Just because the interview didn’t start, trust me, as soon as you hit the parking lot, it started. Watch your P’s and Q’s, cross your T’s and wash your hands.
Good Luck,
HRNasty
HRNasty.com
Nasty: not washing your hands after taking care of Number 2. an unreal maneuver of incredible technique, something that is ridiculously good, tricky and manipulative but with a result that can’t help but be admired, a phrase used to describe someone that is good at something. “He has a nasty forkball"
and THAT is why recruiters always have hand sanitizer on their desks... :)
That post script is troublesome.
Thanks for stopping by guys. Really appreciate the support! Sanitizer and mints. Recruiters best friend.
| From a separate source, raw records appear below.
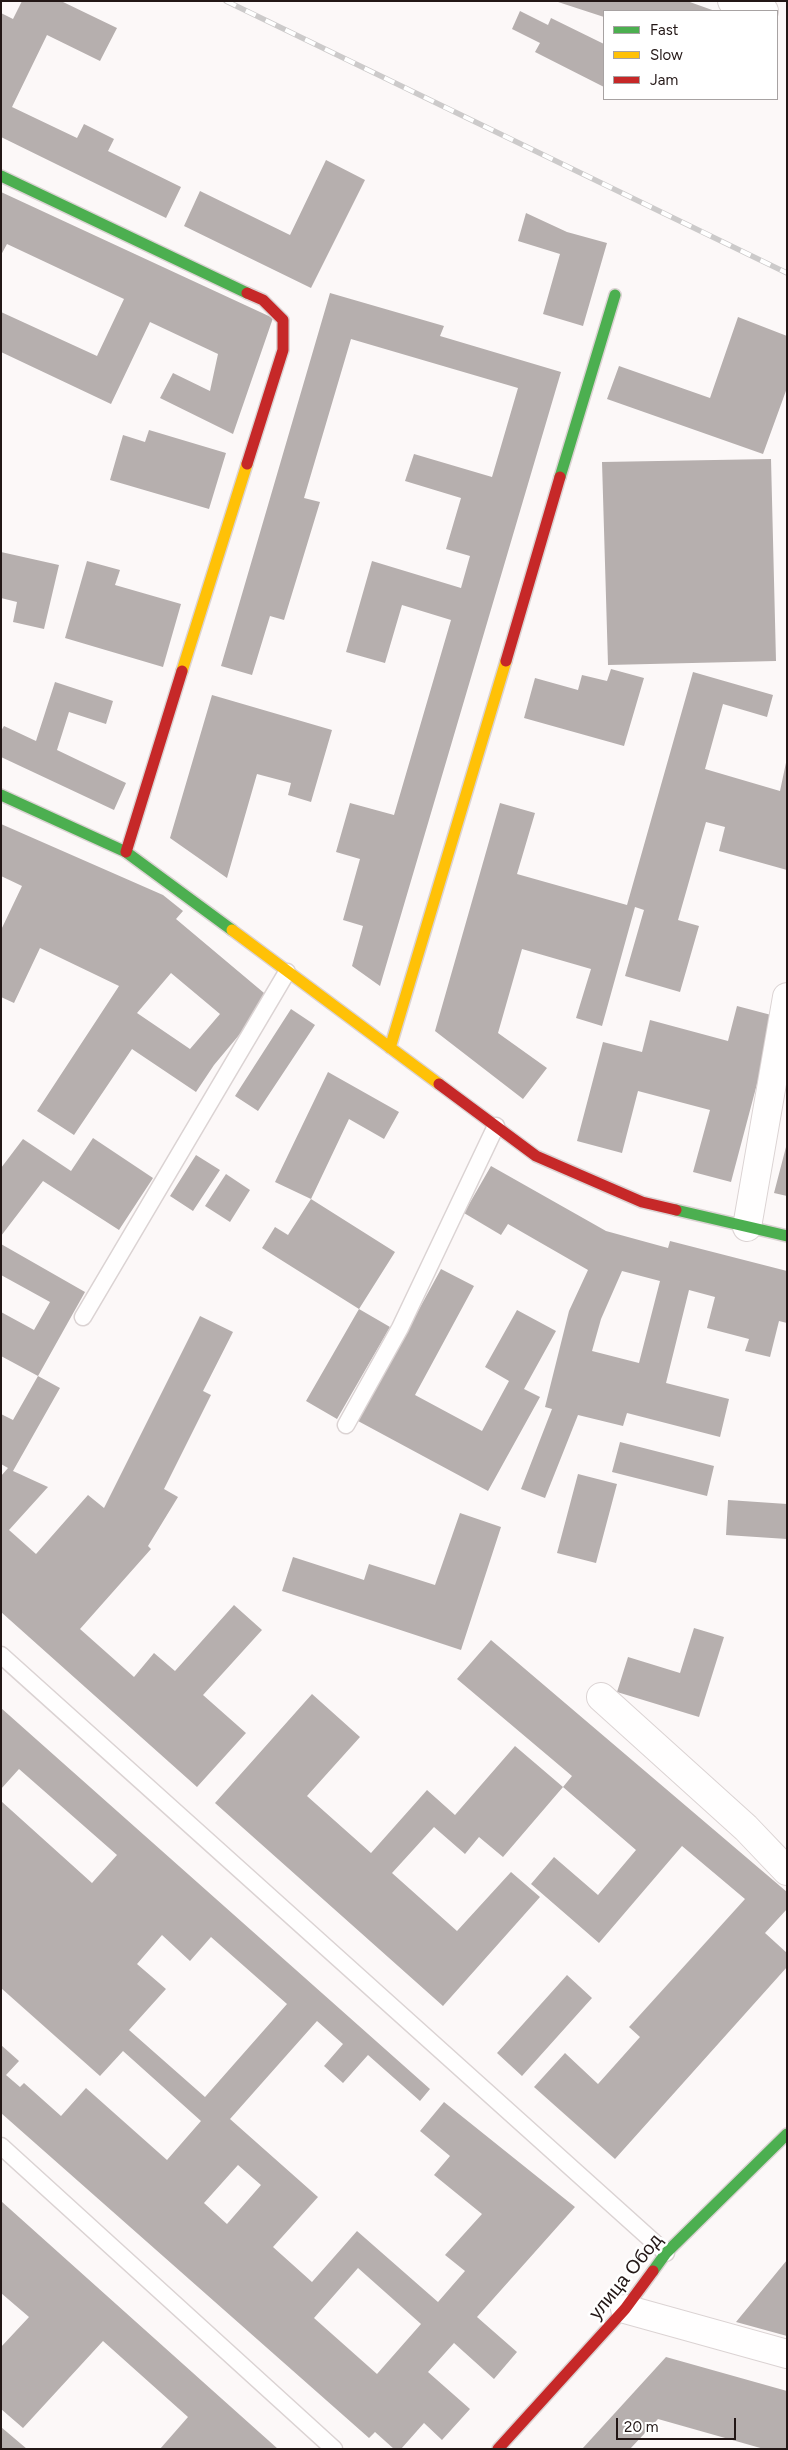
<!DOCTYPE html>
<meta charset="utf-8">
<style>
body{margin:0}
#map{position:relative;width:788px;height:2450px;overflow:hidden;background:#fcf8f8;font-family:Figtree,sans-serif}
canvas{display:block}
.frame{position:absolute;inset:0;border:2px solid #231716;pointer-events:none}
.legend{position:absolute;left:603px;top:10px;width:175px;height:90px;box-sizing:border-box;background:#fff;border:1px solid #a7a2a2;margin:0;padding:6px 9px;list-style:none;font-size:15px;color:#231716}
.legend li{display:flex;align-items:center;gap:10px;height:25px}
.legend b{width:25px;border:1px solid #a7a2a2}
.scale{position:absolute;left:616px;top:2418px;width:120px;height:22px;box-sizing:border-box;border:2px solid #231716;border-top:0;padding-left:6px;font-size:15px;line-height:18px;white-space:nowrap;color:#231716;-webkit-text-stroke:4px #fff;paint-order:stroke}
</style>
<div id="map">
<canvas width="788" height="2450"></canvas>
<div class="frame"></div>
<ul class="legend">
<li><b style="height:6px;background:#4caf50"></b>Fast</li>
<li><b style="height:6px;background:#ffc107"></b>Slow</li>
<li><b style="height:6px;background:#c62828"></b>Jam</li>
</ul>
<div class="scale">20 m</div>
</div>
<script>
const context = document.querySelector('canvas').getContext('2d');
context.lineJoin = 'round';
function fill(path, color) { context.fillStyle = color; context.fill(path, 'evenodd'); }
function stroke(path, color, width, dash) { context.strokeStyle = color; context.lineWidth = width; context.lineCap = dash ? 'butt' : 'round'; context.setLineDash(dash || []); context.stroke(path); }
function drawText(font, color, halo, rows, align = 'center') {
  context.font = font + ' Figtree,sans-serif'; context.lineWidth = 5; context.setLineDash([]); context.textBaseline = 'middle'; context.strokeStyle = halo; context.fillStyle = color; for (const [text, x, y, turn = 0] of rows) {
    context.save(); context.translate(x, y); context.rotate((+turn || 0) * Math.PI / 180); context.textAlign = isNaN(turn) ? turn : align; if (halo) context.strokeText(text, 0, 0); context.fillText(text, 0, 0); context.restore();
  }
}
fill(new Path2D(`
 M22,1H61L117,28L100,61L47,35L12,107L77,138L84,124L114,139L108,151L181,187L166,218L1,137V13L13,19Z
 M687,1L715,11H604V17L558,2Z
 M520,11L548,25L551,18L604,44V87L535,52L540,43L512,29Z
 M326,160L365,180L311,288L184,226L200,191L290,235Z
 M1,192L273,318L233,434L160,398L173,373L210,391L218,354L150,322L111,404L1,352V312L97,356L124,299L7,244L1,255Z
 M526,213L567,232L607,243L583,326L543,314L560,254L518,241Z
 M330,293L444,326L440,336L561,372L380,986L352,966L363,926L343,920L360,859L336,852L350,803L394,815L451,620L402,605L385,663L346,652L372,561L461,588L470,556L446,549L461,498L405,481L414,454L492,477L518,388L351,339L304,498L320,502L284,620L270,616L252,675L221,666Z
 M738,317L787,336V388L763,454L607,399L619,366L710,398Z
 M149,430L226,453L209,509L110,480L123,435L145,442Z
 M771,459L776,661L608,665L602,462Z
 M1,552L59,565L44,629L13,622L17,602L1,598Z
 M87,561L120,570L115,585L181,604L163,667L65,638Z
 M611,669L644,678L624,746L524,718L535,678L578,690L582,675L607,681Z
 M693,672L773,695L767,717L723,704L705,769L780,791L787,758V870L719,851L725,827L706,822L678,920L699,926L680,992L625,976L644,910L635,907L602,1026L576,1018L591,969L522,949L498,1033L547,1068L523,1099L435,1031L500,803L535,813L517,874L627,905Z
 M55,682L113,701L106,724L69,712L57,750L126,783L114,810L1,757V731L4,726L36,741Z
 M212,695L332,730L311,802L288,795L291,783L257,774L227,878L170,838Z
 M1,824L163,895L183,911L176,919L270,998L214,1065L196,1092L132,1049L74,1135L37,1111L119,986L40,948L14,1003L1,997V930L22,886L1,876ZM171,973L220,1014L190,1049L137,1013Z
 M737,1006L775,1016L731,1182L693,1172L710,1110L638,1091L622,1153L577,1141L603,1042L642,1052L650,1020L728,1041Z
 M291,1009L315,1025L258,1111L235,1096Z
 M328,1072L399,1112L384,1139L349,1119L311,1199L275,1182Z
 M93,1138L153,1178L119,1230L43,1181L1,1236V1168L23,1139L71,1171Z
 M786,1147H787V1196L774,1193Z
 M196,1155L220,1170L193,1211L170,1196Z
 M491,1166L606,1231L668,1248L670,1241L787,1271V1323L779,1321L770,1357L745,1351L749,1339L707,1328L715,1297L689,1290L666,1383L729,1399L720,1437L627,1413L623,1426L578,1415L545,1498L521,1489L552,1409L545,1407L569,1311L588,1270L508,1224L501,1235L464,1213ZM622,1271L660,1281L639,1363L592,1351L601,1319Z
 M226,1174L250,1190L230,1222L205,1206Z
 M311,1199L395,1252L359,1309L390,1327L337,1419L306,1401L359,1309L262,1248L275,1227L288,1235Z
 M1,1244L85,1292L38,1376L1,1356V1312L34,1330L50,1302L1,1275Z
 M441,1269L474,1286L415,1395L482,1431L509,1381L485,1367L517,1310L556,1331L524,1389L540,1397L488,1491L358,1421Z
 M200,1316L233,1332L203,1391L211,1395L164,1489L178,1497L148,1546L151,1549L80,1629L134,1677L154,1653L175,1671L234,1605L262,1630L203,1695L246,1733L197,1787L1,1612V1476L8,1468L1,1464V1414L13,1420L38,1376L60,1388L13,1471L48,1487L9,1530L36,1554L88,1495L104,1508Z
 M620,1442L714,1466L707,1496L612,1472Z
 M578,1474L617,1484L596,1563L557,1553Z
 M728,1500L787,1504V1539L726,1535Z
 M460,1513L501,1527L461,1650L282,1591L293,1557L364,1580L369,1564L435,1585Z
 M694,1628L724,1637L699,1717L617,1692L628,1657L680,1673Z
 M491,1640L787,1892V1909L765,1933L787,1953V1967L615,2159L534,2087L565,2053L598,2084L640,2037L629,2027L745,1899L682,1846L599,1943L531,1884L554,1857L598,1895L636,1850L563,1787L572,1776L457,1679Z
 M312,1694L360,1737L307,1796L371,1853L427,1790L455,1815L515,1746L563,1787L503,1857L479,1837L465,1854L434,1827L392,1873L457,1931L511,1872L540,1897L443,2006L215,1803Z
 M1,1708L430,2089L420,2101L368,2055L343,2083L324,2066L343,2044L317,2021L230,2119L318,2197L273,2247L312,2282L357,2231L438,2302L465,2271L445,2255L482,2214L434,2175L450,2156L420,2131L444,2102L575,2207L477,2317L517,2352L494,2379L454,2343L428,2372L470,2409L442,2440L424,2423L401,2449H394L375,2432L369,2438L1,2113V2045L19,2061L6,2075L20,2087L24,2083L61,2116L86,2088L167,2160L201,2121L123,2051L100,2076L1,1988V1801L92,1883L117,1855L19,1769L1,1789ZM162,1935L190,1961L211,1937L287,2004L205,2097L129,2030L166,1989L137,1964ZM238,2165L261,2185L227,2224L204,2203ZM358,2268L421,2324L377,2374L314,2318Z
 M567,1975L592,1998L522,2076L497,2053Z
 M1,2201L212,2390L278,2449H160L188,2417L103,2341L23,2428L1,2409V2347L29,2317L1,2293Z
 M787,2260V2336L736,2322Z
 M666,2357L787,2391V2449H764L658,2419L630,2449H582Z
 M1,2427L27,2449H1Z`), '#b6afae');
const lane = new Path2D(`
 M83,1317L287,972
 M346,1425L400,1328L496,1126
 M1,1655L666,2253
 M1,2146L334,2449`);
const street = new Path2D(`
 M732,1L764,11
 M747,1227L787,997
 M601,1697L746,1828L787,1871
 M625,2309L787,2354`);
const fast = new Path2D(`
 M1,176L247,293
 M560,477L615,295
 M1,795L126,852L232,930
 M676,1210L787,1236
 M653,2271L666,2253L787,2134`);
const slow = new Path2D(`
 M182,671L247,464
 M232,930L439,1084
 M390,1048L506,661`);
const jam = new Path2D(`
 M247,464L283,350V320L263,300L247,293
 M506,661L560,477
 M126,852L182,671
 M439,1084L536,1156L642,1202L676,1210
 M498,2449L625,2309L653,2271`);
stroke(lane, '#dbd3d3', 19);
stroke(street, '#dbd3d3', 30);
stroke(fast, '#dbd3d3', 14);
stroke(slow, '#dbd3d3', 14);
stroke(jam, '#dbd3d3', 14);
stroke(lane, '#fffefe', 16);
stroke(street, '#fffefe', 28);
stroke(fast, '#4caf50', 11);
stroke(slow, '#ffc107', 11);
stroke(jam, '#c62828', 11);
const rail = new Path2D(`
 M226,1L787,273`);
stroke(rail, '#cccaca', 5.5);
stroke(rail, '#fff', 4, [11]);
drawText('19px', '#231716', '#fff', [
 ["улица Обод",626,2277,-51]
]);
</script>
In regards to the post script, just thought I should clarify the moniker so folks don't get the wrong idea. Again, appreciate the support!
Surprised this is only limited to #2. How would you feel if your waiter was standing next to you at the #1 area and left without using any soap and water? I've mentioned this to a couple of restaurant managers in the past.
Germophobia notwithstanding, if you're using the bathroom for any of its intended purposes other than actually bathing, doesn't it make sense to wash up afterwards?
Wow. I'll be sure to add that to my list of '"must do's" for interview prep. Is that the best we can do for advice as SME's in search?
@Fred - no doubt there is so much more prep advice we could offer... but for the purpose of a brief & witty blog contribution HR Nasty hit it out of the park. One could also suggest candidates not flip off the guy who stole their spot in the employer's parking lot... could be the hiring manager you gave the bird to (yes that really happened).
What if the guy was simply hanging out in the stall tucking his shirt in and getting focused?
lol Jerry you're such an optimist.
Apparently, you haven't seen the ladies room or you wouldn't have been so eager to change to the cute little gal with all that going on. I'm not slamming the gals because I am one, but some have just as bad bathroom habits as your Johnny. Have a great solution for you . . . work from home and conduct all your interviews by phone. Works every time! :) Or buy stock in the hand santizer company and keep it handy. Love your article . . . it was a jewel!
Bobby,
Just as bad bathroom habits as Johnny Candidate? Say it ain't so. I am trying to live the dream. Thanks for the support, very much appreciated!